Candlelight vigils won’t do it. Offering parents a catalogue of books that explain how to talk to children about the violent murder of their little friends won’t do it. That a list of such titles is available indicates that something is completely fucking wrong.
We have to look at some facts. Including the fact that the firearms homicide rate in the United States is 19.5 times higher than in other high income countries. Yes, horrible mass shootings and school attacks take place in other countries. No American should use that as an excuse for inaction or, God help us, to feel better about the outrageous number of firearm mass murders in the United States.
Saying nothing can be done is bullshit.
After the Dunblane massacre at a primary school in Scotland, the UK tightened its handgun laws significantly. No school shooting has taken place in Britain since then. Correlation, coincidence, or cause? Maybe some of each. Changing gun laws in the United States would be significantly harder, for legal and cultural reasons. But it wouldn’t be impossible. Or how about increasing the number of people carrying guns — would that protect kids better? Plenty of Americans make this argument, and in fact are outraged that kindergarten teachers aren’t strapped 24/7. Maybe that’s the answer: swaddling kids in Kevlar clothing from head to toe, putting combat helmets on five-year-olds, locking down schools with stormtroopers posted at every door, aiming laser sights and dum-dum bullets at parents’ heads until after the strip search. Concertina wire around the school entrance. Maybe that’s an answer. Some pundits and gun proponents advocate this solution. But is that the society we want to build?
Because the rest of the world, aside from maybe Yemen and Somalia, doesn’t operate that way.
Now is the time to do something. It’s way too late, but we can’t rewind the clock. We have to start today.
What I don’t want to hear:
— Don’t tell me guns have nothing to do with mass murder.
— Don’t tell me the Second Amendment settles the argument. It’s a starting point, not a solution. If you argue for the unlimited right to bear powerful firearms, you’re telling me that American guns are worth the price: murdered children.
— Don’t tell me the solution is to arrest Hollywood directors and video game designers. We can discuss the culture of violence in entertainment, but that’s only a small part of the conversation.
— Don’t dare tell me that this school massacre is God’s punishment upon America for the separation of church and state. I cannot express strongly enough my disgust for religious hucksters who blame the Sandy Hook shooting on the fact that the kids there didn’t pray to Jesus during class.
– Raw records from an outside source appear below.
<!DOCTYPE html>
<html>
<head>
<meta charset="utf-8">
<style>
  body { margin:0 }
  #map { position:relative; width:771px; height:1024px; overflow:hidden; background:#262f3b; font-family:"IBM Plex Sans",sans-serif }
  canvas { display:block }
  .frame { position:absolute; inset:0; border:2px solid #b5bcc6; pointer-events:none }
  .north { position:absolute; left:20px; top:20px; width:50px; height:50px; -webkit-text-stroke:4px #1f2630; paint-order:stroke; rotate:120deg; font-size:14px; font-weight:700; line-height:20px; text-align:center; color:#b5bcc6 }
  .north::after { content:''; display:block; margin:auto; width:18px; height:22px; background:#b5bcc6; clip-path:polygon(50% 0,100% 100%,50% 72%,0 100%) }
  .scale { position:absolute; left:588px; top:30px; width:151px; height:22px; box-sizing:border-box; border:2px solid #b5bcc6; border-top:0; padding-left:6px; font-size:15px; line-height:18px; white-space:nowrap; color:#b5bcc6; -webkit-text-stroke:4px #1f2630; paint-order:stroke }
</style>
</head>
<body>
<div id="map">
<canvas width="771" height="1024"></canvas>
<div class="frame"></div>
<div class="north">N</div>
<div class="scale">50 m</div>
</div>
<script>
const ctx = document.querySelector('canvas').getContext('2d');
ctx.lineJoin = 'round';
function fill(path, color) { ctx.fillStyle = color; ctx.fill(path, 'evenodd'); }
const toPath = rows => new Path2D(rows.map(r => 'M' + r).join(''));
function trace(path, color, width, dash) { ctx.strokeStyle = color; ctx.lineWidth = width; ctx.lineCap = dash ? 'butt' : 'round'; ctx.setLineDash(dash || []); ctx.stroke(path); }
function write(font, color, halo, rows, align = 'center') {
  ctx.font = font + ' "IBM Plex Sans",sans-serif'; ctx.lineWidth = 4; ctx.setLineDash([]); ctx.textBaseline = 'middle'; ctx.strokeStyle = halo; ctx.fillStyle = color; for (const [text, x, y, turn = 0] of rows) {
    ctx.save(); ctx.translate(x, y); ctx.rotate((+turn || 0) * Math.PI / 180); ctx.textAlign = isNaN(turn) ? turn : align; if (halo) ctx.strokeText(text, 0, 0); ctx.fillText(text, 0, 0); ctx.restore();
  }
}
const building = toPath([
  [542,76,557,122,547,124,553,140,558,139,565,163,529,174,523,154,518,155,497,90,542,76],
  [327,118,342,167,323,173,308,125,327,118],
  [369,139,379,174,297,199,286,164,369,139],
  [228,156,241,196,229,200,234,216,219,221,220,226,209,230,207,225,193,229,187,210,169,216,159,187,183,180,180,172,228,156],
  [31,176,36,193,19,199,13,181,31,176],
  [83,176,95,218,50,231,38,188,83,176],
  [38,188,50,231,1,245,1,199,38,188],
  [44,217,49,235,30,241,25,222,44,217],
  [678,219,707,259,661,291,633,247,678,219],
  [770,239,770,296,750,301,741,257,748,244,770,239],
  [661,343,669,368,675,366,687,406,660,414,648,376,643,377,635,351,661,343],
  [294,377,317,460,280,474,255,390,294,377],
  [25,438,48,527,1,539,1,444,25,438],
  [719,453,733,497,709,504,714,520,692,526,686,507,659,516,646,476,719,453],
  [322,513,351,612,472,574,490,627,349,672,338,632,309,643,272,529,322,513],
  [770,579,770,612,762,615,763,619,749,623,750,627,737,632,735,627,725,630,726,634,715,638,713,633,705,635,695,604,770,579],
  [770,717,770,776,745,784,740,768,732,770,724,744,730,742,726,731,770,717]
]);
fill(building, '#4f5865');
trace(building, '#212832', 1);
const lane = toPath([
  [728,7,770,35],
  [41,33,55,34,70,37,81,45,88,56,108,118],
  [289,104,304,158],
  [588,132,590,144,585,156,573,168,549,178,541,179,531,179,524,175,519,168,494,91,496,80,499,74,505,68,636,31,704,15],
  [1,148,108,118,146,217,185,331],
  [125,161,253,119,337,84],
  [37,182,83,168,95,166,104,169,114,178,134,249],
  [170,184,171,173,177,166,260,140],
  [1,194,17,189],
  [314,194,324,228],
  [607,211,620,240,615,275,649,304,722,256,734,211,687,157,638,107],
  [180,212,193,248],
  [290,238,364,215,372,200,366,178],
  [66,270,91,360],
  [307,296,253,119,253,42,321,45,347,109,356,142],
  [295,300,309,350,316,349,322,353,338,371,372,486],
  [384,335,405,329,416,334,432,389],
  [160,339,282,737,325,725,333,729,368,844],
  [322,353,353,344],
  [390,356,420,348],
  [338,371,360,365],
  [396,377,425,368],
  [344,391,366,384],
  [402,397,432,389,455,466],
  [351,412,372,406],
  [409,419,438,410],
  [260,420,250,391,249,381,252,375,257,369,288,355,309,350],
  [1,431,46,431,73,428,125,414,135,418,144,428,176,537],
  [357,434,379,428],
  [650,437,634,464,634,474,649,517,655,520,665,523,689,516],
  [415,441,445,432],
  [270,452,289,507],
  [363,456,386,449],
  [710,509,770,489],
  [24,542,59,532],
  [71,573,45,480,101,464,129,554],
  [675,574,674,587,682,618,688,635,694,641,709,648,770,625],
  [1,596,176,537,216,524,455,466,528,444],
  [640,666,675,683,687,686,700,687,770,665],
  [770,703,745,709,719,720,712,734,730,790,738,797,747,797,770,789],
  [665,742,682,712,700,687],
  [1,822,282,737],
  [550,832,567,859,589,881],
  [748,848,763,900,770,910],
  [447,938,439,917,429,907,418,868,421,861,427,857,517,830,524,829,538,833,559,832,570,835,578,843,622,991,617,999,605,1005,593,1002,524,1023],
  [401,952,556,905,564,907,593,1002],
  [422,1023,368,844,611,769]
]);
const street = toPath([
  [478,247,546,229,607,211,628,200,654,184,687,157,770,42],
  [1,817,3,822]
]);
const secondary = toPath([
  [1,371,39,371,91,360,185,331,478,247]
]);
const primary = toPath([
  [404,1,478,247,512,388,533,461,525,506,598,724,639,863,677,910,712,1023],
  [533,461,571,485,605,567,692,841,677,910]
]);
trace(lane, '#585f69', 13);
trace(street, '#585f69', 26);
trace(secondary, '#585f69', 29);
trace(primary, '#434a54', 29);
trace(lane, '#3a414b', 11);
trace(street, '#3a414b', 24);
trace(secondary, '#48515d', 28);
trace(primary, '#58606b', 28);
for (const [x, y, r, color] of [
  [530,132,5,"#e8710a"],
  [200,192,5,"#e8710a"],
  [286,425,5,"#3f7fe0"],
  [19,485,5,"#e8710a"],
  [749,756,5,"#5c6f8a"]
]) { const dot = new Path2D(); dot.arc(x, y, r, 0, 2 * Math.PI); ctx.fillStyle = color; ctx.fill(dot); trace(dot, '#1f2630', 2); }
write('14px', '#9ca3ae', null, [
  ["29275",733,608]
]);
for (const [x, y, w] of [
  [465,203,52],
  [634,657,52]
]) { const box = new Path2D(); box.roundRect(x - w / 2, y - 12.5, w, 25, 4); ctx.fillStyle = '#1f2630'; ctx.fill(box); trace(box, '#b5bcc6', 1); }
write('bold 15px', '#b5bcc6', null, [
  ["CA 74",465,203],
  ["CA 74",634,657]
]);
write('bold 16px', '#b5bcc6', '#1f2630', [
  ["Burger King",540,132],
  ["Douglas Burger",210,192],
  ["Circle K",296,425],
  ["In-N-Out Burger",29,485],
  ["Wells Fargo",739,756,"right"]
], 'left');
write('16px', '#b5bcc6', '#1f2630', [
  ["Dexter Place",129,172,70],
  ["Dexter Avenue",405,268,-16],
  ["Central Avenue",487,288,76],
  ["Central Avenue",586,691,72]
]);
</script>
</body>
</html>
Teachers at that school died trying to save the lives of the kids in their care.
The Washington Post has Twelve facts about guns and mass shootings in the United States. Read it.
It’s going to take legal and cultural change to start making a difference. It’s going to take a serious look at mental health treatment. It’s going to take a lot of work. But it’s time to get started. Before one more person dies.